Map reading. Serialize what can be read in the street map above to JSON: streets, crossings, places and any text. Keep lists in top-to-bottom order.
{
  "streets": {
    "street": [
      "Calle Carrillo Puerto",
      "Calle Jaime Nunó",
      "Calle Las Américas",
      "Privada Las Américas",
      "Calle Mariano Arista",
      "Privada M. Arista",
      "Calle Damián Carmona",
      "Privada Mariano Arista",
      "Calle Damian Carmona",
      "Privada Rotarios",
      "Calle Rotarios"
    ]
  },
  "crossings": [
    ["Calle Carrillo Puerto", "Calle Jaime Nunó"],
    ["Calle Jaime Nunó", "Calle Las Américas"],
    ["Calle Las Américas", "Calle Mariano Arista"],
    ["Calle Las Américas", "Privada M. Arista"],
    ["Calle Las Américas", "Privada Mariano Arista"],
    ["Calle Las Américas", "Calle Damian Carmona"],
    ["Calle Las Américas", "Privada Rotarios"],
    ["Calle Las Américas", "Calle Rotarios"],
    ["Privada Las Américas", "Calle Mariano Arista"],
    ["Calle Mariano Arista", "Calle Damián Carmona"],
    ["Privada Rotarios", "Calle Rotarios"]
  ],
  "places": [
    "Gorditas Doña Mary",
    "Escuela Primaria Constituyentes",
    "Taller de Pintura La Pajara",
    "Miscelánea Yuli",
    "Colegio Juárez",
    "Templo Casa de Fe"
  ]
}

...

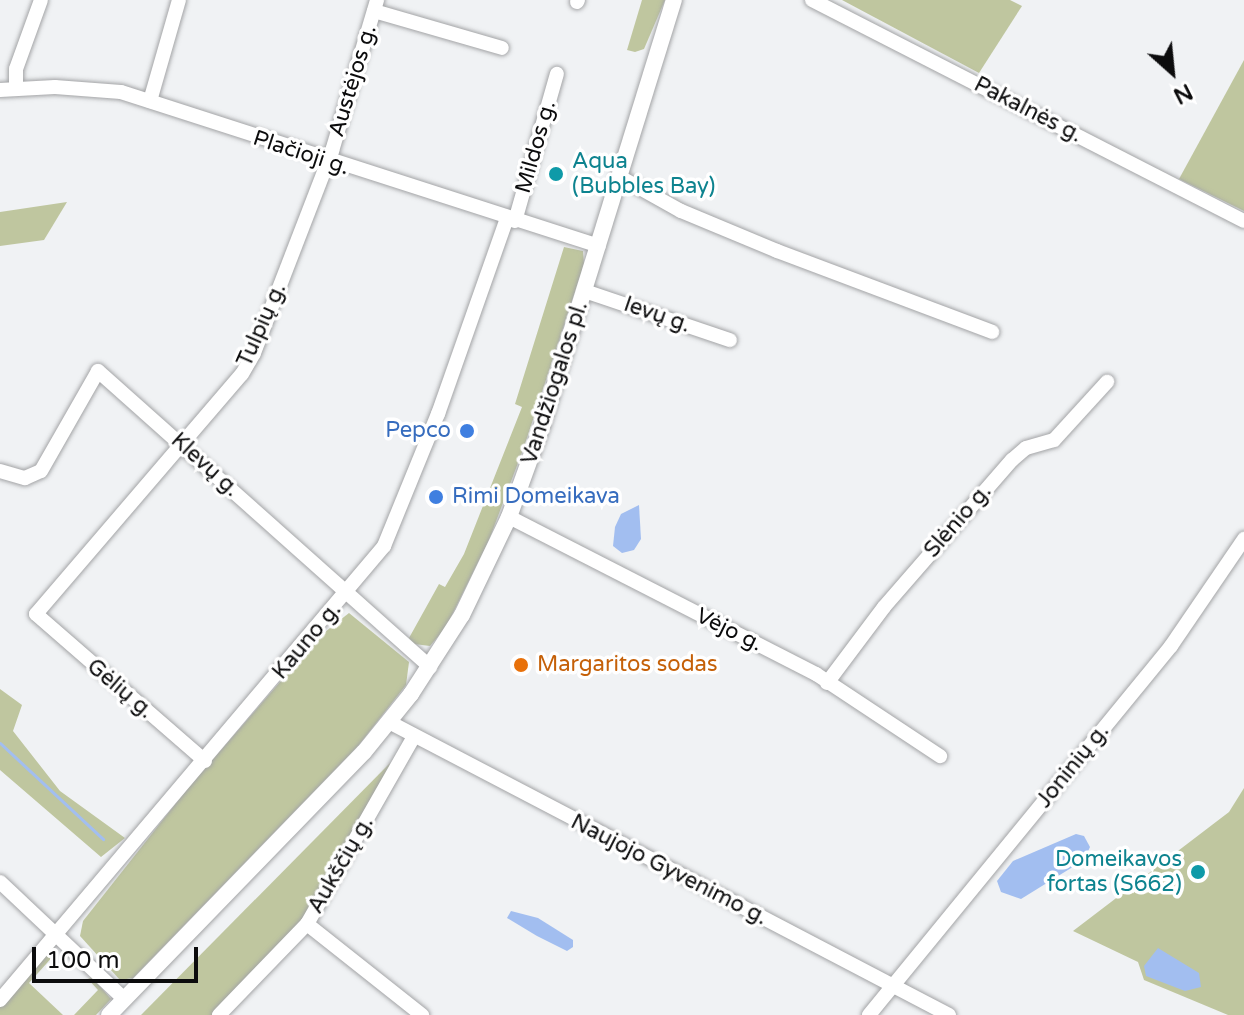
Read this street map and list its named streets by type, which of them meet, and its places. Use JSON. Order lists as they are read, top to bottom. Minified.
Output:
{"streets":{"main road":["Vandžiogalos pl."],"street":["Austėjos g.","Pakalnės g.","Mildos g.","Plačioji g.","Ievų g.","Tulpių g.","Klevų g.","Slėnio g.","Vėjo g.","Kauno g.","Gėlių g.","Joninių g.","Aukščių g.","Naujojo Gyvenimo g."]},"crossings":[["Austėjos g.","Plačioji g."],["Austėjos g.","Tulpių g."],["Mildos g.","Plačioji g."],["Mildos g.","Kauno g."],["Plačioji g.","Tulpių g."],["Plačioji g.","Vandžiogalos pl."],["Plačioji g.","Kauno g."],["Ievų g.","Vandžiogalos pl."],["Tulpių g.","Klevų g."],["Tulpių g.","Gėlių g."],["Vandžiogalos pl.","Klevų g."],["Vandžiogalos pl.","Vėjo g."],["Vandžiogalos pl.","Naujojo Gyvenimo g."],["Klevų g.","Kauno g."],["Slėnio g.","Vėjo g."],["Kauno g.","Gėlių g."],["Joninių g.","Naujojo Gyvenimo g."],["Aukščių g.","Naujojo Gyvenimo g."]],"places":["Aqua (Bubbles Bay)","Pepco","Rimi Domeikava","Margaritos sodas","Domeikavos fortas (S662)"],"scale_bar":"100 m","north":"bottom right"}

* Work item:
Pick each line holding the word "Privada" out of the listing.

* Task solution:
      "Privada Las Américas",
      "Privada M. Arista",
      "Privada Mariano Arista",
      "Privada Rotarios",
    ["Calle Las Américas", "Privada M. Arista"],
    ["Calle Las Américas", "Privada Mariano Arista"],
    ["Calle Las Américas", "Privada Rotarios"],
    ["Privada Las Américas", "Calle Mariano Arista"],
    ["Privada Rotarios", "Calle Rotarios"]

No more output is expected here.